Les petits plaisirs liés à la fréquentation des hauts lieux de la gastronomie parisienne ne sont pas à la portée des bourses de tous les voyageurs. Pour une petite bouffe correcte à bas prix, les touristes qui séjournent dans la capitale française se refilent depuis des lunes l'adresse de Chartier. Fauchés ou non, les Parisiens y passent également à l'occasion, mais Parisiens ou non, les clients qui s'y attablent plus ou moins régulièrement ne sont pas nécessairement conscients de fréquenter un établissement historique.

Chartier est l'héritier d'une tradition de restaurants populaires vieille de plus de 140 ans. L'histoire des bouillons parisiens remonte à 1860 alors que Pierre-Louis Duval, boucher de son état, a l'idée de créer un restaurant où les ouvriers des Halles pourraient manger un repas chaud à prix modique. Il concocte pour eux un hochepot de boeuf dans son bouillon, un plat qui donnera son nom à l'établissement. Le fils Duval prend ensuite la relève pour développer une chaîne de «bouillons restaurants». Il ne reste plus qu'un survivant des Bouillons Duval, Julien, aménagé en 1902 dans le plus pur style Art nouveau qui n'a malheureusement plus rien du restaurant populaire.

Le concept est repris à la toute fin du XIXe siècle par Camille et Édouard Chartier qui ouvrent un premier bouillon rue du Temple, puis un second, rue de Faubourg Montmartre. Suivent ensuite Vagenende, le Bistro de la Gare et le Bouillon Racine, sur la Rive Gauche.

Les bouillons étaient tous décorés dans le style Art nouveau et respectaient plus ou moins implicitement le même plan. Une avant-salle équipée d'un bar s'ouvre sur la rue, et une grande salle à l'arrière, divisée par une balustrade, est souvent surmontée d'une verrière.

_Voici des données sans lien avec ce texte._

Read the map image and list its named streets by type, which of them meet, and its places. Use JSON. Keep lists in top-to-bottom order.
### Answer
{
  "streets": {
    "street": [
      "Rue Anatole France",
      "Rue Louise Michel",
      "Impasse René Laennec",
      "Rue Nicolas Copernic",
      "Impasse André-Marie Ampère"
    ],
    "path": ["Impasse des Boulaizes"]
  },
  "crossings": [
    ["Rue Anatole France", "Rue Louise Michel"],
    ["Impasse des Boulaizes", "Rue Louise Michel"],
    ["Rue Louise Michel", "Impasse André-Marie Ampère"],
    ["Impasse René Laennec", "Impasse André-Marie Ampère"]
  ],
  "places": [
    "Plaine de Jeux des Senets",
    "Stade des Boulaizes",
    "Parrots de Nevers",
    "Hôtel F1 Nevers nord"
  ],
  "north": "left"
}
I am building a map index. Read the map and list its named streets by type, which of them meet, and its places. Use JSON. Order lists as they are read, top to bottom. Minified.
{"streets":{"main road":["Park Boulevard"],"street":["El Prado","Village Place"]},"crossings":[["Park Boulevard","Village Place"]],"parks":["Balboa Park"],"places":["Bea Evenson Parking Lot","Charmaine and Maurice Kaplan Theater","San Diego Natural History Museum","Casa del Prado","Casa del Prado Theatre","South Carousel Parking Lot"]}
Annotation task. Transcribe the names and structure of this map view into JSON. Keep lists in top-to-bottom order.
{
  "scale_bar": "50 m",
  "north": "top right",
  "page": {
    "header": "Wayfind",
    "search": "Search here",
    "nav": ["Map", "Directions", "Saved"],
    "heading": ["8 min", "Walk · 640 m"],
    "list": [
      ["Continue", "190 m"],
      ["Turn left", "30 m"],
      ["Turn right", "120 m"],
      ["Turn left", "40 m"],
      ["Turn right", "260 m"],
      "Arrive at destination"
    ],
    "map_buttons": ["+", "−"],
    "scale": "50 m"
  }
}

Seul Chartier, inscrit à l'inventaire des Monuments historiques, a conservé sa vocation de restaurant populaire. Dans l'immense salle décorées de boiseries et de cuivres pouvant accueillir jusqu'à 350 convives, se presse tous les jours une foule hétéroclite. Les grandes tables incitent à la convivialité. C'est ainsi que des touristes québécois peuvent se retrouver attablés avec un voyageur de commerce de Valenciennes et une jeune étudiante serbe qui semble sortie tout droit d'un roman de Dostoïevski. La conversation s'engage spontanément autour du menu complet à 15,50 euros incluant un demi litre de vin rouge ou d'eau minérale. Cette cuisine honnête représente une indéniable aubaine malgré le service parfois un peu bourru qui fait partie de la légende.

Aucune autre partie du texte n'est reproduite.